Revision of sentence.


IN THE SEYCHELLES COURT OF APPEAL



[Coram: A.Fernando (President) , M. Twomey (J.A) , L. Tibatemwa-Ekirikubinza (J.A)]

Criminal Appeal SCA 19/2019

(Appeal from Supreme Court Decision CR 74/2017)


Mario Meme

Perry Nassib


1st Appellant

2nd Appellant



Versus


The Republic

Respondent


Heard: 04 August 2020

Counsel: Mr. Clifford Andre for the Appellants


Mr. Joji John (Assistant Principal State Counsel in the


Attorney General’s chambers) for the Respondent

Delivered: 21 August 2020


JUDGMENT


Prof. Tibatemwa-Ekirikubinza, JA

  1. This is an appeal against the decision of the Supreme Court. The Prosecution led evidence incriminating the 1st and 2nd appellants on the following three counts.


Count 1:

  1. An act intended to cause grievous harm contrary to Section 219 (a) and Section 381 of the Penal Code Act.
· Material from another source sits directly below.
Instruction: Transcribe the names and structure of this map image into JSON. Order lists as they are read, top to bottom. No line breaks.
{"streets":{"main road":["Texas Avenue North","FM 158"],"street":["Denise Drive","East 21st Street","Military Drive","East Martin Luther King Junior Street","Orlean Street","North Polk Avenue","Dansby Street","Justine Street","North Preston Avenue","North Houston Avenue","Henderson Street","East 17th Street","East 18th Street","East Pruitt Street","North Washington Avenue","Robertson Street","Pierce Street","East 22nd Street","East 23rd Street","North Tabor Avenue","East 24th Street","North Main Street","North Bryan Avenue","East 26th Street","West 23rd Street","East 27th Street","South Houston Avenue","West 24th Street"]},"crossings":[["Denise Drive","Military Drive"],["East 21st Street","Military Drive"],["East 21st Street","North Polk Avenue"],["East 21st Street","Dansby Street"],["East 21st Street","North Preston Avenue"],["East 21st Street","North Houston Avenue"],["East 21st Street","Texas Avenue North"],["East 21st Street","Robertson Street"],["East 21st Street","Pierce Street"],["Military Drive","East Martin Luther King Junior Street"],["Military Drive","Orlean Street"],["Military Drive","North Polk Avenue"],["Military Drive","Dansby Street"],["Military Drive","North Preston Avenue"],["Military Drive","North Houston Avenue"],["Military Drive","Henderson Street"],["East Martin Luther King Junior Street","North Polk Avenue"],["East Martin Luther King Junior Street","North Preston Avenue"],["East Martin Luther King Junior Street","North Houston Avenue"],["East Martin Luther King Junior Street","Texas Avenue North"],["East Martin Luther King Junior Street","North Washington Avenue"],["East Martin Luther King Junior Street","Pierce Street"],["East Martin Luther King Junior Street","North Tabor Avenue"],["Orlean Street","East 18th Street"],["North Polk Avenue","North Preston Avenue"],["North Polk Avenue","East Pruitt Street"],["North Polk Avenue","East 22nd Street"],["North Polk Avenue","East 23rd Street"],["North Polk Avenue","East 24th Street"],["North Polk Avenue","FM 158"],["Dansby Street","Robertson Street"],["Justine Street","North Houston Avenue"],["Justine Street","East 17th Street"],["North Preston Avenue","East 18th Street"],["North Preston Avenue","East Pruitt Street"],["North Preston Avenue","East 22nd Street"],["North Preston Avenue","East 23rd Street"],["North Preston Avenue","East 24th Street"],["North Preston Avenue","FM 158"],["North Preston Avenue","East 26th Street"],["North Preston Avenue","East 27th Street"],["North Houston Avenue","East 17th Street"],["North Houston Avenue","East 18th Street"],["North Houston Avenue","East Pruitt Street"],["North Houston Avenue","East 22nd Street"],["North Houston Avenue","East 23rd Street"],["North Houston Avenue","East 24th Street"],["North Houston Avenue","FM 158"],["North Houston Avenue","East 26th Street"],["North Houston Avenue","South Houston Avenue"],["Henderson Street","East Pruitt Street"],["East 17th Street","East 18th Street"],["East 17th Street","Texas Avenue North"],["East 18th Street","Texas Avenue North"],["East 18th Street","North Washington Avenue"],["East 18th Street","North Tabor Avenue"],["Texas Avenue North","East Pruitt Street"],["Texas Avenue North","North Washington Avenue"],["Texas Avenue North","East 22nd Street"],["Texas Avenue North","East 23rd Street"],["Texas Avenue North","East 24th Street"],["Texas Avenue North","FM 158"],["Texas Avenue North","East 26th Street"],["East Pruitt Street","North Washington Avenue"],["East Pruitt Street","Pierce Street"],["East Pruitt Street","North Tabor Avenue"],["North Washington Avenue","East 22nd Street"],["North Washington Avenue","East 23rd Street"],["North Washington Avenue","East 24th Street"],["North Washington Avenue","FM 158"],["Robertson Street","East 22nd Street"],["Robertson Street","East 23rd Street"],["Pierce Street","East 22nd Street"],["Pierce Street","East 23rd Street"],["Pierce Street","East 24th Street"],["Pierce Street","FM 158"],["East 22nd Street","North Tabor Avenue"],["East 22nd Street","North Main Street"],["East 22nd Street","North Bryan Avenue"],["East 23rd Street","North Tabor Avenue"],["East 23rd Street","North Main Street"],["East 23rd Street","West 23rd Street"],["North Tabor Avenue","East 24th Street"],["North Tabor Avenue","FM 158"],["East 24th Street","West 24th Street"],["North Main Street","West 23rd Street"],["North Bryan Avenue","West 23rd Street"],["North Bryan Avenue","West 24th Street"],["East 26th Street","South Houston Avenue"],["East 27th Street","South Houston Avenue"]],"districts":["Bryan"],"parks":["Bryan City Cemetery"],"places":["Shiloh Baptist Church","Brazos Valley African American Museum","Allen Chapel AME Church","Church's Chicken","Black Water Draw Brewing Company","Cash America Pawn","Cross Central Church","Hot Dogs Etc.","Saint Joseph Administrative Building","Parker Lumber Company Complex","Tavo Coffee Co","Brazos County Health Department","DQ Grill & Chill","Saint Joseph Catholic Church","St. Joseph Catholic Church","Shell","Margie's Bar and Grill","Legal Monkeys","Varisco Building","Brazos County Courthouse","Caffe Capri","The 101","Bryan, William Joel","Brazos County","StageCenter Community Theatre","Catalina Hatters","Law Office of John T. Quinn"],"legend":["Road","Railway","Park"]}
The particulars of the offence under this count were that on 18th April 2017 at about 13.45 hours Mario Meme (the 1st appellant) and Perry Nassib (the 2nd appellant) conspired with one another with an intention to do grievous harm to Sandro Moses entered on to his property with a machete and cut his left arm. The appellants also bruised the arm of Lorenzo.


Count 2:

  1. Criminal trespass with an intention to commit grievous harm contrary to Section 294 of the Penal Code Act.


The particulars of this offence were that Mario Meme and Perry Nassib conspired together and unlawfully entered on to the property of Sandro Moses. While on the said property, Mario and Nassib committed unlawful acts.


Count 3:

  1. An act aiding and abetting another to commit an offence contrary to Section 22 (b) of the Penal Code Act.


The 1st and 2nd appellants were indicted and brought to trial on the above charges. In defence, the 2nd appellant stated that he committed the offences in self-defence. The 1st appellant on the other hand exercised his right to silence. Having evaluated the evidence of the Prosecution and the defence, the trial Judge convicted both appellants on Counts 1 and 3. The trial Judge acquitted the appellants on Count 2 because the essential ingredient of intention was not proved.


  1. Consequently, each of the appellants was sentenced as follows:

  1. On Count 1, a term of 18 months imprisonment and a fine of SR 10,000/= payable within 6 months after release from prison and SR 5,000/= as compensation to each of the victims.


  1. On Count 3, a term of 18 months imprisonment.

Both terms of imprisonment were to run concurrently.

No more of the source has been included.